Soma’daki 301 işçinin öldüğü maden katliamında köylülerin nasıl tarım yapamaz hale gelip, borçlandırıldığı ve madene mecbur bırakıldığını açıkça görmüştük.
Daha gündemde olan konuya gelirsek döviz karşısında Türk Lirası değersizleşmiş durumda. Son dönemlerde ekonominin “iyi yönetilmediği” ile ilgili Berat Albayrak hakkında epeydir yüksek sesle konuşuluyor. Bunu telafi etmek için olsa gerek, davet edildiği bir programda soruları cevaplandırdı: Türkiye’de ekonomiden sorumlu damat, çıktığı bir programda sahne performansıyla göz doldururken ekonomi bilgisiyle yürek hoplattı. Temel malları dövizle almıyormuşuz gibi, dövizi soran “gazeteciye” maaş sorması, çokomelli bir hamle idi. Devlet yönetiminin ciddiyetinin kahve muhabbetini yakaladığı görülebilir. Zira dövizle maaş alan birinin dövizin artmasını neden dert etmiş olabileceği ise mantık ile açıklanamayacak bir hazır (ama boş) cevaplık örneği.
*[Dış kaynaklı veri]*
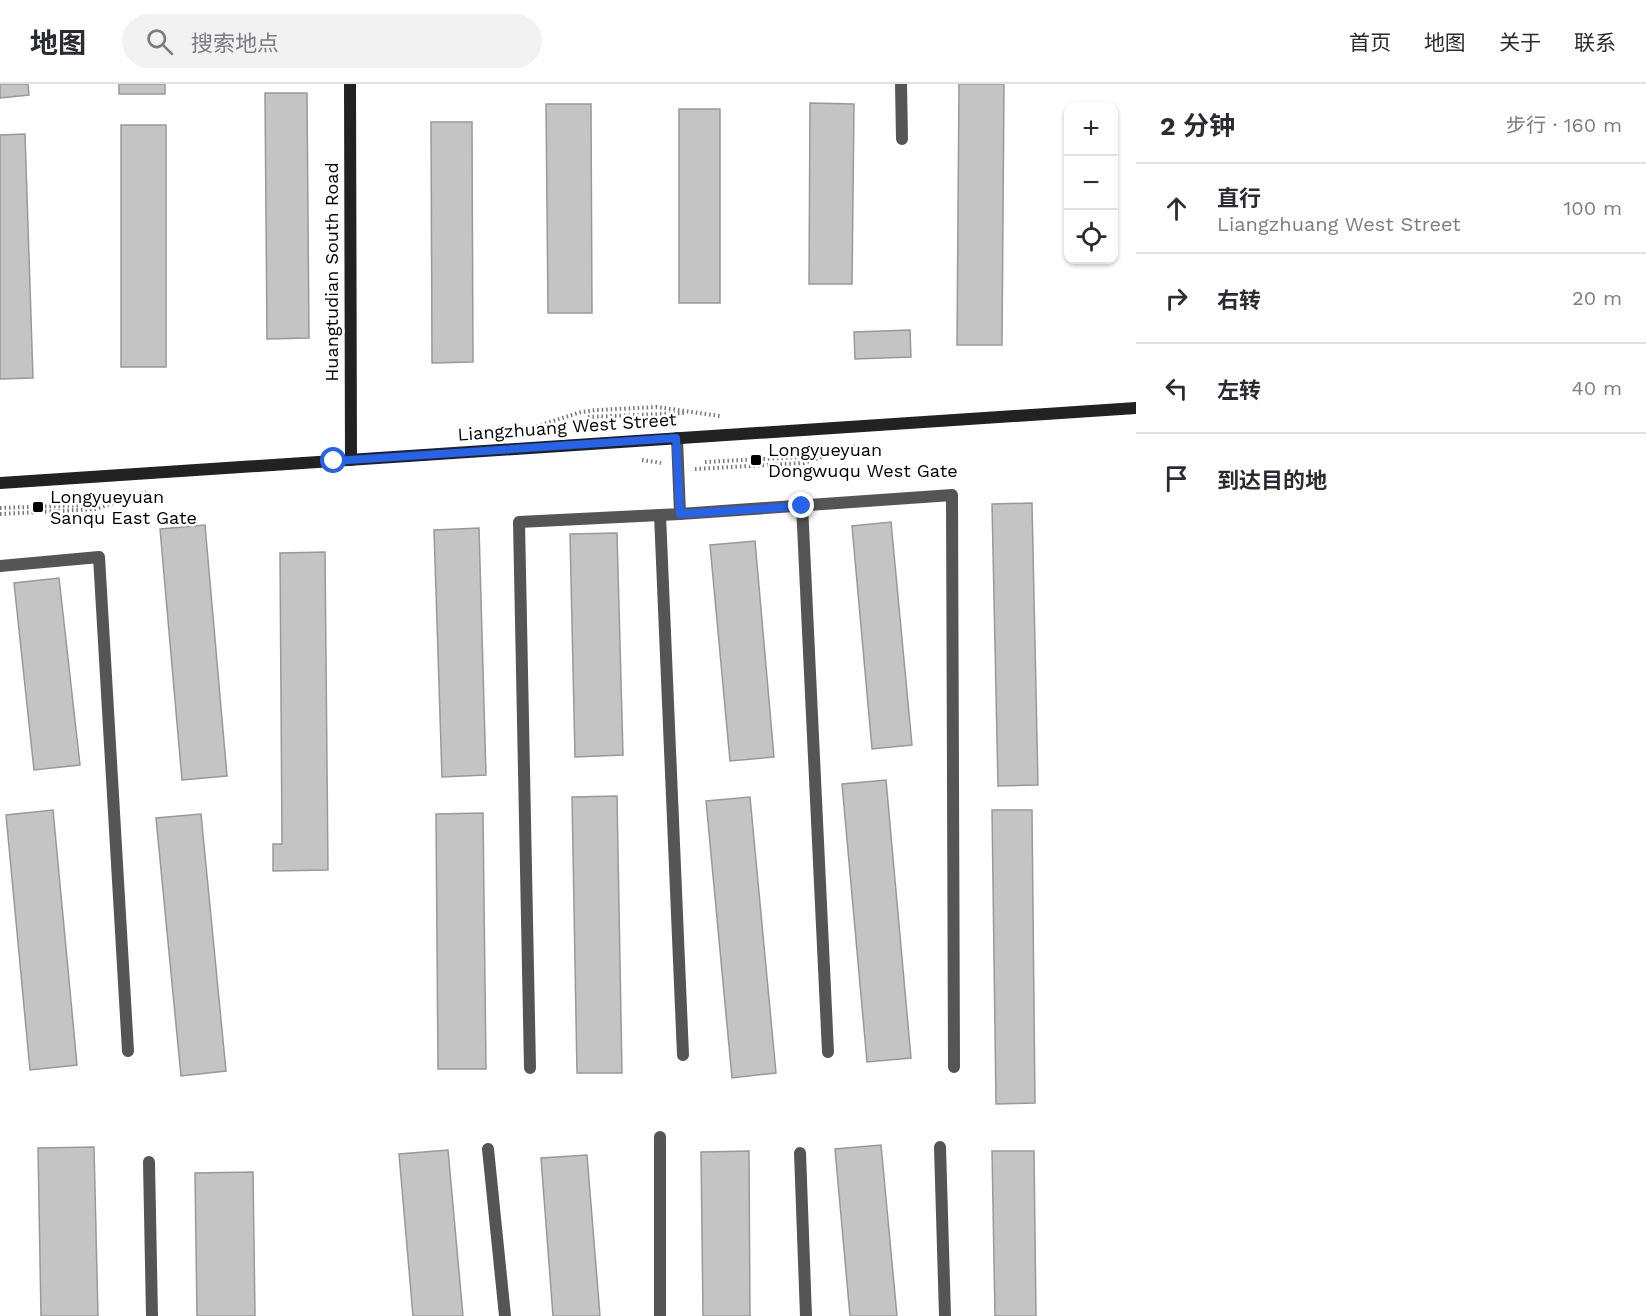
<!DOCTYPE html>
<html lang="zh">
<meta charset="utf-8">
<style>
:root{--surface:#fff;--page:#f2f2f3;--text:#2b2b33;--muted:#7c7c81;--line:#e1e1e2}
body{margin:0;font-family:"Work Sans","Noto Sans SC",sans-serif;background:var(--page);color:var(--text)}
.controls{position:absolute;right:18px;top:18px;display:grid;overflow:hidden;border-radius:12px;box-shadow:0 2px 4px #0004}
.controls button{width:54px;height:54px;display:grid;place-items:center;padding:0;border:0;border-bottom:2px solid var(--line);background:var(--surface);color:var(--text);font:30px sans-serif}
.stop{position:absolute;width:18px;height:18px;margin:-14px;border:4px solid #2563eb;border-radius:50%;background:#fff}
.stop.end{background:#2563eb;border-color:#fff;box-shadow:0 2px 6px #0008}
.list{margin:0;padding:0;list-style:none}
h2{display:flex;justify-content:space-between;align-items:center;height:78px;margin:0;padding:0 24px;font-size:26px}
h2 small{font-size:20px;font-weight:400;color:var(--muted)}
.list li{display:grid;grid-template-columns:39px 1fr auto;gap:18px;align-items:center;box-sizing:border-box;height:90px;padding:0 24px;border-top:2px solid var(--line)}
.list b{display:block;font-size:22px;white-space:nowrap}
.list p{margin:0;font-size:20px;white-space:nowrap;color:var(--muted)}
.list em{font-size:20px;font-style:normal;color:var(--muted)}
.icon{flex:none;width:33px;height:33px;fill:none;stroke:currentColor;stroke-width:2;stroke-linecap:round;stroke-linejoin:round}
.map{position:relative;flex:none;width:1136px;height:1232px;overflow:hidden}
header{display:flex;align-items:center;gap:36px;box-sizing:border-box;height:84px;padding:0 30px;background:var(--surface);border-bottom:2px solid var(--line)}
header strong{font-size:28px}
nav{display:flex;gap:33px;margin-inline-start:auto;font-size:21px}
.search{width:420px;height:54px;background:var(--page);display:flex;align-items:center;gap:15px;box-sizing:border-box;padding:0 21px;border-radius:33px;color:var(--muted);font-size:22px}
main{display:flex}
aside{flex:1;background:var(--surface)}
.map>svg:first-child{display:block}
.building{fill:#c4c4c4;stroke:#999;stroke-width:1.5}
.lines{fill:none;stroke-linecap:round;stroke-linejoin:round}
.path{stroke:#777;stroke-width:4;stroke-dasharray:1.5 3;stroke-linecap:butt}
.lane{stroke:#555;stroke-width:12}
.street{stroke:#555;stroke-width:12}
.secondary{stroke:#222;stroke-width:12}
.route{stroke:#2563eb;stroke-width:8}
.poi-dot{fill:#000;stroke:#fff;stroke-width:2}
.labels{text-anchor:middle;stroke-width:5;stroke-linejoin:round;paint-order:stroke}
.street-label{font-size:18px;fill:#000;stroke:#fff}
.poi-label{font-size:18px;fill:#000;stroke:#fff;text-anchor:start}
</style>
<header>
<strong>地图</strong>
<div class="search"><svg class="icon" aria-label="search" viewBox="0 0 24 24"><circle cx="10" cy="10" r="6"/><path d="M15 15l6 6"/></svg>搜索地点</div>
<nav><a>首页</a><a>地图</a><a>关于</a><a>联系</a></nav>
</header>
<main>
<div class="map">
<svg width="1136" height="1232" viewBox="0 0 1136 1232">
<rect width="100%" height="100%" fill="#fff"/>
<g class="building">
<polygon points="0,0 28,0 29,11 0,14"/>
<rect x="119" y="0" width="46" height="10"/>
<polygon points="959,0 1004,0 1002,261 957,261"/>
<polygon points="265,9 307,9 309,254 267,255"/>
<polygon points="810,19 854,20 852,200 809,200"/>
<polygon points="546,20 591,20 592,229 548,229"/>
<rect x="679" y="25" width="41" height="194"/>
<polygon points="431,38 472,38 473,278 432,279"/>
<rect x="121" y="41" width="45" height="242"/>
<polygon points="25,50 33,294 0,295 0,51"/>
<polygon points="910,246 911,273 855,275 854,248"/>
<polygon points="1032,419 1038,701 998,702 992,420"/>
<polygon points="891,438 912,661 872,665 852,442"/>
<polygon points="205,441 227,692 182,696 160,445"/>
<polygon points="479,444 486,691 442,693 434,446"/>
<polygon points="617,449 623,671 575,673 570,450"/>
<polygon points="755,457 774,673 730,677 710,461"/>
<polygon points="325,468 328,786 273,787 273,760 282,760 280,469"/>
<polygon points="59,494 80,681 34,686 14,499"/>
<polygon points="886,696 911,974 867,978 842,700"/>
<polygon points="617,712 622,989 577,989 572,713"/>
<polygon points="750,713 776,989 732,994 706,717"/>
<polygon points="53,726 77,981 30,986 6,731"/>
<polygon points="992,726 1032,726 1035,1019 996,1020"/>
<polygon points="483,729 486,985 438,985 436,730"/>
<polygon points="201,730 226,987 181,992 156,734"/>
<polygon points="881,1061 897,1232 850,1232 835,1065"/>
<polygon points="94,1063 98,1232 41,1232 38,1064"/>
<polygon points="448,1066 463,1232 413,1232 399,1070"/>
<polygon points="749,1067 750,1232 703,1232 701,1068"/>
<polygon points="992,1067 1034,1067 1036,1232 995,1232"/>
<polygon points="587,1071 600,1232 553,1232 541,1074"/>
<polygon points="253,1088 255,1232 197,1232 195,1089"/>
</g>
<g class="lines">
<g class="path">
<polyline points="588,333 684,329"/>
<polyline points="528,345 581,328 597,326 657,323 720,332"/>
<polyline points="642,376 661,379"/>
<polyline points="705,378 800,373"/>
<polyline points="695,385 804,379 855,362"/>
<polyline points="0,424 84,421"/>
<polyline points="0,430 96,425 146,408"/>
</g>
<g class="lane">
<polyline points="802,421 828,968"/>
<polyline points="680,430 952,411 954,983"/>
<polyline points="660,431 683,971"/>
<polyline points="0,482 99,473 128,967"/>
<polyline points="530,984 519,438 680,430 677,354"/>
<polyline points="660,1053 660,1232"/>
<polyline points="940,1063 945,1232"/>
<polyline points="488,1065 505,1232"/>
<polyline points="800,1069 806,1232"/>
<polyline points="149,1078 152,1232"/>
</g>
<polyline class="street" points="901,0 902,55"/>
<g class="secondary">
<polyline points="350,0 351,376"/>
<polyline points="0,399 1136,324"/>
</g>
</g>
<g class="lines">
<polyline class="route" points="334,377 676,354 680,430 802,422"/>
</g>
<g class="poi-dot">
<rect x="750" y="370" width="12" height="12" rx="3"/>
<rect x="32" y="417" width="12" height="12" rx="3"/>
</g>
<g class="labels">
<g class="street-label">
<text transform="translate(332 188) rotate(-90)" y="6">Huangtudian South Road</text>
<text transform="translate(567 343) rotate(-4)" y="6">Liangzhuang West Street</text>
</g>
<g class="poi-label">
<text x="768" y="372">Longyueyuan<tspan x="768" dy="21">Dongwuqu West Gate</tspan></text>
<text x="50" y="419">Longyueyuan<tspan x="50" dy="21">Sanqu East Gate</tspan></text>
</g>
</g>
</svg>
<div class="controls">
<button>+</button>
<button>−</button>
<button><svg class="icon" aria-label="locate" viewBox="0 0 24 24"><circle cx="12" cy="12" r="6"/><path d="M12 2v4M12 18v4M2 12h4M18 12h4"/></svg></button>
</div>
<div class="stop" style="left:334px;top:377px"></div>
<div class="stop end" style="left:802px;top:422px"></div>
</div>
<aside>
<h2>2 分钟<small>步行 · 160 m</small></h2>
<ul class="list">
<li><svg class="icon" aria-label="ahead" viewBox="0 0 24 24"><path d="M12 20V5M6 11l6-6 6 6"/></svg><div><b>直行</b><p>Liangzhuang West Street</p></div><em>100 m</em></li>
<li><svg class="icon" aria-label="right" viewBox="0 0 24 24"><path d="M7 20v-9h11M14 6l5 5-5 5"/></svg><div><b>右转</b></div><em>20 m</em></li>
<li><svg class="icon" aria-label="left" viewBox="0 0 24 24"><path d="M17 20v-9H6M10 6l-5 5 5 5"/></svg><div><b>左转</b></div><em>40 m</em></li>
<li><svg class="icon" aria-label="arrive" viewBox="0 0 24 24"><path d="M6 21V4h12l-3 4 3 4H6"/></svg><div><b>到达目的地</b></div></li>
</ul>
</aside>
</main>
Konuyu daha ciddi konuşmak gerektiğinde önümüze düşen birkaç tablo var. İlki yukarıdaki işsizlik rakamlar ve işsiz kalsalar bile bu kişilerin yaşamak için ihtiyaç duydukları geçim araçlarını satın alma zorunlulukları. Zira geçinmek için ihtiyacımız olan maddelerin önemli bir kısmı Türkiye’deki tarım politikalarının ve uluslararası patent anlaşmalarının belirlediği tohumsuz/kendini üretemez pahalı ve üzerinden yaşayanı geçindiremez halde. Soma’daki 301 işçinin öldüğü maden katliamında köylülerin nasıl tarım yapamaz hale gelip, borçlandırıldığı ve madene mecbur bırakıldığını açıkça görmüştük. Bugün, buğday dahi ithal ediliyor ve dolayısıyla sadece enerji ve ulaşım giderleri açısından değil tarımsal ürünler nedeniyle de ekmek bile dövize bağlı. Dövizin Türk Lirası cinsinden değerinin artması, bir devlet itibarı konusu olmaktan ziyade gelirini ve çalışabilme umudunu giderek yitiren halkın yaşamına dair mesele. Damat’ın kırmızı yanakları, her hecede kırpıştırdığı gözleri ve çınlattığı kahkahalarıyla Türkiye’de insanlar işsizlikten veya borçlarından kendilerini yakmıyorlarmış gibi, intihar etmiyorlarmış gibi, iş cinayetine kurban gitmiyorlarmış, pandemiyi fırsat bilen patronlar tarafından işyerlerine kapatılmıyorlarmış gibi soru cevaplandırmasının şaşkınlığını izliyorum sosyal medya mecralarında.
Sarayın altın kaplama gündelik hayatının içinde bu cüreti besleyecek çok şey olduğuna eminim. Ancak asıl olarak pek çok ülkede olduğu gibi Türkiye’de de iktidarın oluşturmakta başarılı olduğu bilgiyi itibarsızlaştıran, hakikatlerin yerini iktidarın söylemlerine bırakan cüretkar ve hoyrat değerler sisteminin, hayatımızı ve tüm varlıkların yaşamını kar hırsına tahvil eden yapıyı ve insanları yarattığı ortada. Bu sistemi en iyi anlatan cümle, bu şiddeti düzeninin en eski iktidar biçimi olduğunu da ortaya 1555 yılından beri ortaya döküyor: “Cuius regio, eius religio”; iktidar kimdeyse onun dini geçerlidir. Biz şöyle okuyalım: İktidar kimdeyse onun gerçeği geçerlidir.